For absolute beginners, I recommend using the free online generator above or other online services. You can start generating without the hassle of setting things up.
The downside of free online generators is that the functionalities are pretty limited. Use a more advanced GUI (Graphical User Interface) if you’ve outgrown them.
AUTOMATIC1111 is a popular choice. See the Quick Start Guide for setting up the Google Colab cloud server. Running it on your PC is also a good option if you have the right PC. See install guides for Windows and Linux.
The best way to understand Stable Diffusion is to try it out yourself. Try the Stable Diffusion image generator below. Here are the four easy steps.
1.Close your eyes. Imagine an image you want to make.
2.Describe the image in words as much detail as possible. (For the best result, be sure to cover the subject and the background and use a lot of describing words)

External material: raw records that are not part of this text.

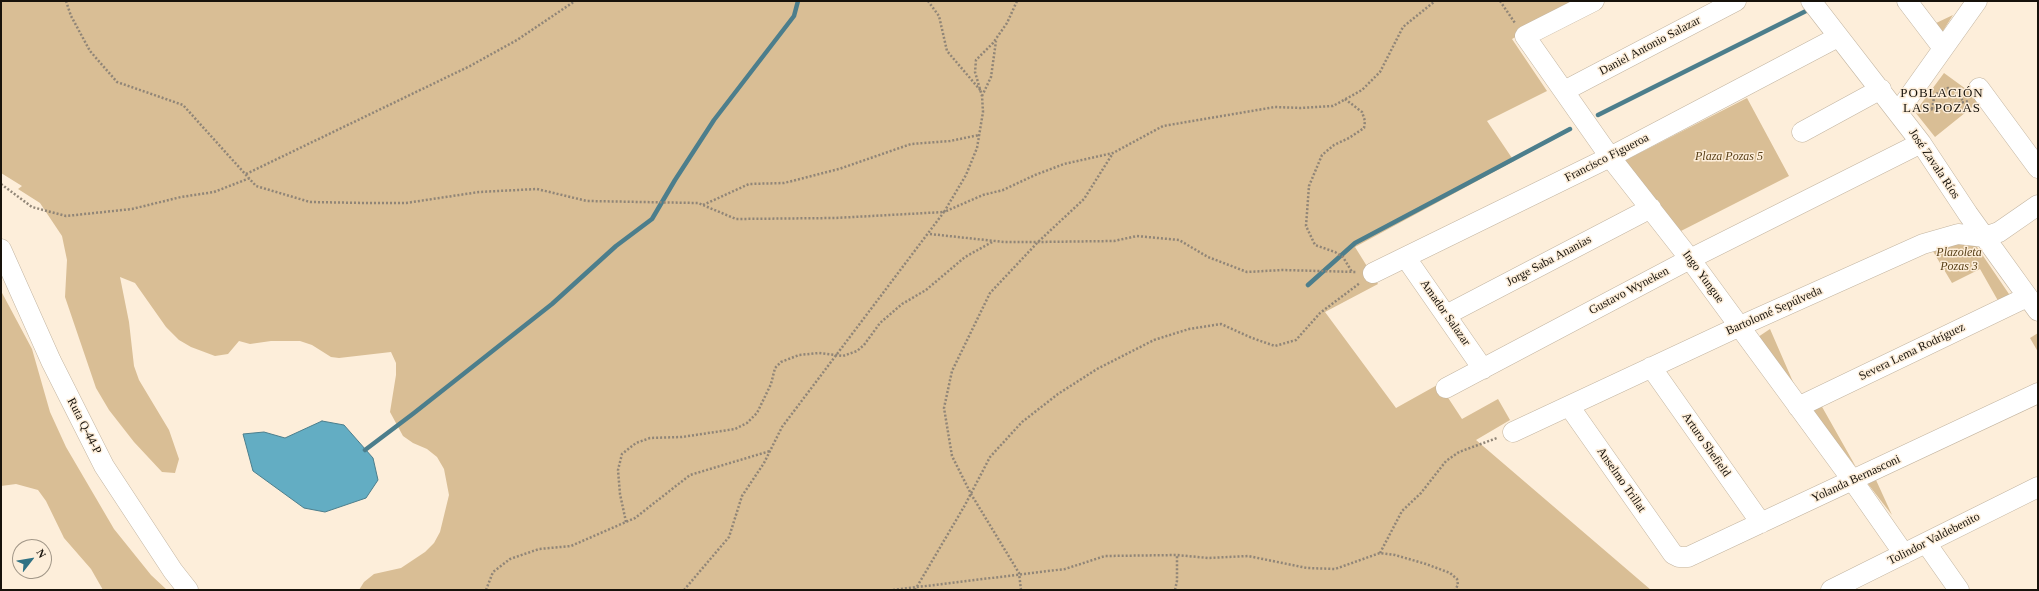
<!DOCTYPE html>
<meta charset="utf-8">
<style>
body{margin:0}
#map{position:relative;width:2039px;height:591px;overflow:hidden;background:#fdeeda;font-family:Georgia,serif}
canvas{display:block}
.frame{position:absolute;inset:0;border:2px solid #17120b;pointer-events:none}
.north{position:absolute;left:12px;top:539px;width:40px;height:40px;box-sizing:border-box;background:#fdeeda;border:1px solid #a19687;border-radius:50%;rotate:59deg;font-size:11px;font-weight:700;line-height:16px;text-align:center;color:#17120b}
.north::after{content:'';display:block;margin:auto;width:14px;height:18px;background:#307284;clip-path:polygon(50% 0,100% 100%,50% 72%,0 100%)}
</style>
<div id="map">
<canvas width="2039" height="591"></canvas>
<div class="frame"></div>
<div class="north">N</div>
</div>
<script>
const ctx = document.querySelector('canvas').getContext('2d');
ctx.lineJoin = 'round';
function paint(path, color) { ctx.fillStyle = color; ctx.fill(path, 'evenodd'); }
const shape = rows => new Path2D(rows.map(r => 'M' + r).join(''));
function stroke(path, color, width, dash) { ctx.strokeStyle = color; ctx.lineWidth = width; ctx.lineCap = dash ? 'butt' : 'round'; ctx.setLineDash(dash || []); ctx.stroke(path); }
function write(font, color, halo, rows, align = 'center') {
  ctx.font = font + ' Georgia,serif'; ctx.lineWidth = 3; ctx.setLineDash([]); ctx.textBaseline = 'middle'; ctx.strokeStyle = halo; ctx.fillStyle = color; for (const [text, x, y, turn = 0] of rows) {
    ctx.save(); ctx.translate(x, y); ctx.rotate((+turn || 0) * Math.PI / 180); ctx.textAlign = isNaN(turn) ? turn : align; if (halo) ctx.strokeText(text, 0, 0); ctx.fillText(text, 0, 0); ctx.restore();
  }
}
const green = shape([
 [1,1,1578,1,1512,39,1547,91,1487,121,1514,161,1355,247,1378,284,1325,312,1396,408,1439,384,1462,419,1498,399,1510,420,1476,440,1651,590,359,590,364,582,374,574,401,568,425,552,434,543,440,532,449,495,444,469,437,457,427,449,413,443,403,436,390,412,396,375,396,363,391,352,339,358,331,357,312,345,300,341,271,341,250,344,239,341,228,354,215,356,191,347,179,340,166,327,135,283,120,277,129,322,134,366,139,380,169,430,179,459,175,473,162,472,134,442,109,410,96,388,65,297,67,260,62,236,40,203,18,189,22,186,1,173],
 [1953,15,1941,34,1934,24],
 [1944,73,1981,100,1935,137,1915,112],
 [1747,98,1789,176,1679,232,1622,162],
 [1969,242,1977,247,2011,297,2001,306,1980,269,1952,283,1931,248],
 [1,291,32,349,50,412,66,447,114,529,151,575,167,590,103,590,91,569,64,538,46,501,38,490,16,484,1,486],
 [1770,329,1797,391,1758,337],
 [2038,333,2038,352,2030,338],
 [1821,405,1856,467,1810,409],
 [1876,480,1892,515,1868,484]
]);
const water = shape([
 [322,421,344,425,373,458,378,480,366,498,325,512,304,508,253,471,243,434,264,432,285,438,322,421]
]);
const stream = shape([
 [1598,115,1808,10],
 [1308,285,1355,243,1570,129],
 [365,450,414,413,552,304,616,246,652,219,675,180,714,120,794,16,798,1]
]);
const path = shape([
 [66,1,71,16,90,51,117,82,183,105,256,186,310,202,365,203,406,203,479,192,537,189,587,201,698,203,736,219,835,218,944,212,966,175,977,148,983,112,982,96,975,72,976,60,993,43,1007,23,1017,1],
 [928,1,939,16,947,51,981,91],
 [1500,1,1515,23],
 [982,96,991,77,996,41],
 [1345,99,1362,112,1365,121,1364,128,1349,138,1334,145,1322,155,1309,186,1306,226,1315,245,1335,252,1343,257,1352,272],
 [1932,109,1934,98,1939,91,1948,88,1960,93,1963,103],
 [1919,112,1969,101],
 [246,174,470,66,517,40,575,1],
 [1,184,32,207,66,216,132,209,181,197,214,192,250,178],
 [703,205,749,184,784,183,839,169,911,144,950,141,979,135],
 [930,234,1004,242,1038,242,1114,241,1137,236,1179,240,1208,257,1247,272,1282,270,1357,272],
 [626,522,620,494,618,470,622,454,636,443,650,438,682,437,735,429,747,423,757,413,771,384,775,368,781,362,799,355,819,353,843,356,857,351,864,345,880,323,902,304,926,290,965,257,994,241],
 [1380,553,1402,511,1421,493,1446,461,1459,452,1497,438],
 [486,590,493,572,510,559,539,549,571,546,635,518,690,475,770,451],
 [684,590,729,537,742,496,764,463,782,427,944,212,983,195,1003,190,1035,175,1064,164,1113,153,1163,126,1275,107,1301,108,1333,106,1362,90,1380,72,1403,27,1435,1],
 [893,590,1065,569,1105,556,1177,555,1208,558,1248,556,1307,568,1335,569,1380,553,1395,555,1426,564,1450,573,1457,579,1458,585,1455,590],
 [915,590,965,505,990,457,1022,422,1058,394,1097,369,1154,340,1189,329,1221,324,1252,338,1275,346,1296,340,1320,313,1360,283],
 [1021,590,1019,573,971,494,952,456,944,408,952,371,990,293,1038,242,1084,199,1113,153],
 [1175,590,1177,581,1177,555]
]);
const minor = shape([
 [1594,1,1525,36,1610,157,1690,259,1853,481,1904,554],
 [1811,1,1921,143,1968,214,2038,311],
 [1907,1,1942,47],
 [1979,88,2038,168],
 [1564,91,1736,1],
 [1898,112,1977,1],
 [1802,132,1881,89],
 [1,249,51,361,104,466,173,571,188,590],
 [1406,258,1483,369],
 [1373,273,1610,157,1838,37],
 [1446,315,1651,208],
 [1651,367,1761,523],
 [1446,388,1690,259,1921,143],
 [1569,406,1673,554,1679,557,1688,557,2038,393],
 [1798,407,2027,297],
 [1513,432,1738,327,1923,244,1958,234,1985,237,1999,232,2038,205],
 [1926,543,1959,590],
 [1831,590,2038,487]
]);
const streetNames = [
 ["Daniel Antonio Salazar",1650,46,-28],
 ["Francisco Figueroa",1607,158,-27],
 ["José Zavala Ríos",1934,164,56],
 ["Jorge Saba Ananias",1549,261,-28],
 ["Ingo Yungue",1703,277,54],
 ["Gustavo Wyneken",1629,291,-28],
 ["Bartolomé Sepúlveda",1774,311,-24],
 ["Amador Salazar",1445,313,55],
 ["Severa Lema Rodríguez",1912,352,-26],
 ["Ruta Q-44-P",84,426,63],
 ["Arturo Shefield",1706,445,55],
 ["Yolanda Bernasconi",1856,479,-25],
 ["Anselmo Trillat",1621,480,55],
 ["Tolindor Valdebenito",1934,539,-27]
];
const parkNames = [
 ["Plaza Pozas 5",1729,157],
 ["Plazoleta",1959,253],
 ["Pozas 3",1959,267]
];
const neighbourhoodNames = [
 ["POBLACIÓN",1942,94],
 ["LAS POZAS",1942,109]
];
paint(green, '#d9be95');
paint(water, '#63adc3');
stroke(water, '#4c7e8c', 1);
stroke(stream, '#4c7e8c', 4.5);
stroke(minor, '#c2b4a0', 21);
stroke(path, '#908577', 2.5, [2, 2]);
stroke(minor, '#fff', 20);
write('12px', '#17120b', '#fdeeda', streetNames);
write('italic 12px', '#583f16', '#fdeeda', parkNames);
ctx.letterSpacing = '1px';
write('13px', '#17120b', '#fdeeda', neighbourhoodNames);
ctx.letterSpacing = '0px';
</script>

3.Write it in the prompt input box below.
4.You can leave the negative prompt [low contrast, underexposed, overexposed, ugly, disfigured, deformed] unchanged.
5.Select your like Stable Diffusion checkpoint
Stable Diffusion turns this prompt into images like the ones below. You can generate as many variations as you want from the same prompt.
Here’s a list of simple examples of prompts you can try. Switch the model to see the effect.
a cute Siberian cat running on a beach
a cyborg in style of van Gogh
french-bulldog warrior on a field, digital art, attractive, beautiful, intricate details, detailed face, hyper-detailed closed eyes,zorro eye mask, artstation, ambient light
We should always generate multiple images when testing a prompt. I generate 2-4 images at a time when making big changes to the prompt so that I can speed up the search. I would generate 4 at a time when making small changes to increase the chance of seeing something usable. Some prompt only works half of the time or less. So don’t write off a prompt based on one image.
You can use Stable Diffusion to generate photo-style realistic people. Let’s see some samples.
In this section, you will learn how to build a high-quality prompt for realistic photo styles step-by-step. Let’s start with a simple prompt of a woman sitting outside of a restaurant. Model: Stable Diffusion v1.5.
Prompt:
photo of young woman, highlight hair, sitting outside restaurant, wearing dress
Negative prompt:
disfigured, ugly, bad, immature, cartoon, anime, 3d, painting, b&w
Animals are popular subjects among Stable Diffusion users. Here are a sample. Model: Dreamshaper v7
Prompt:
National Geographic Wildlife photo of the year, elephant trunk pointing up in new york city, night, dark studio, depth of field, trunk pointing up
Negative prompt:
deformed, disfigured, underexposed, overexposed
Cartoons are also popular subjects among Stable Diffusion users. Here are a sample. Model: Ghostmix
Prompt:
french-bulldog warrior on a field, digital art, attractive, beautiful, intricate details, detailed face, hyper-detailed closed eyes,zorro eye mask, artstation, ambient light
Negative prompt:
deformed, disfigured, underexposed, overexposed
Stable Diffusion’s native resolution is 512×512 pixels for v1 models. You should NOT generate images with width and height that deviates too much from 512 pixels. Use the following size settings to generate the initial image.
- Landscape image: Set the height to 512 pixels. Set the width to higher, e.g. 768 pixels (2:3 aspect ratio)
- Portrait image: Set the width to 512 pixels. Set the height to higher, e.g. 768 pixels (3:2 aspect ratio)
If you set the initial width and height too high, you will see duplicate subjects. The next step is to upscale the image. The free AUTOMATIC1111 GUI comes with some popular AI upscalers.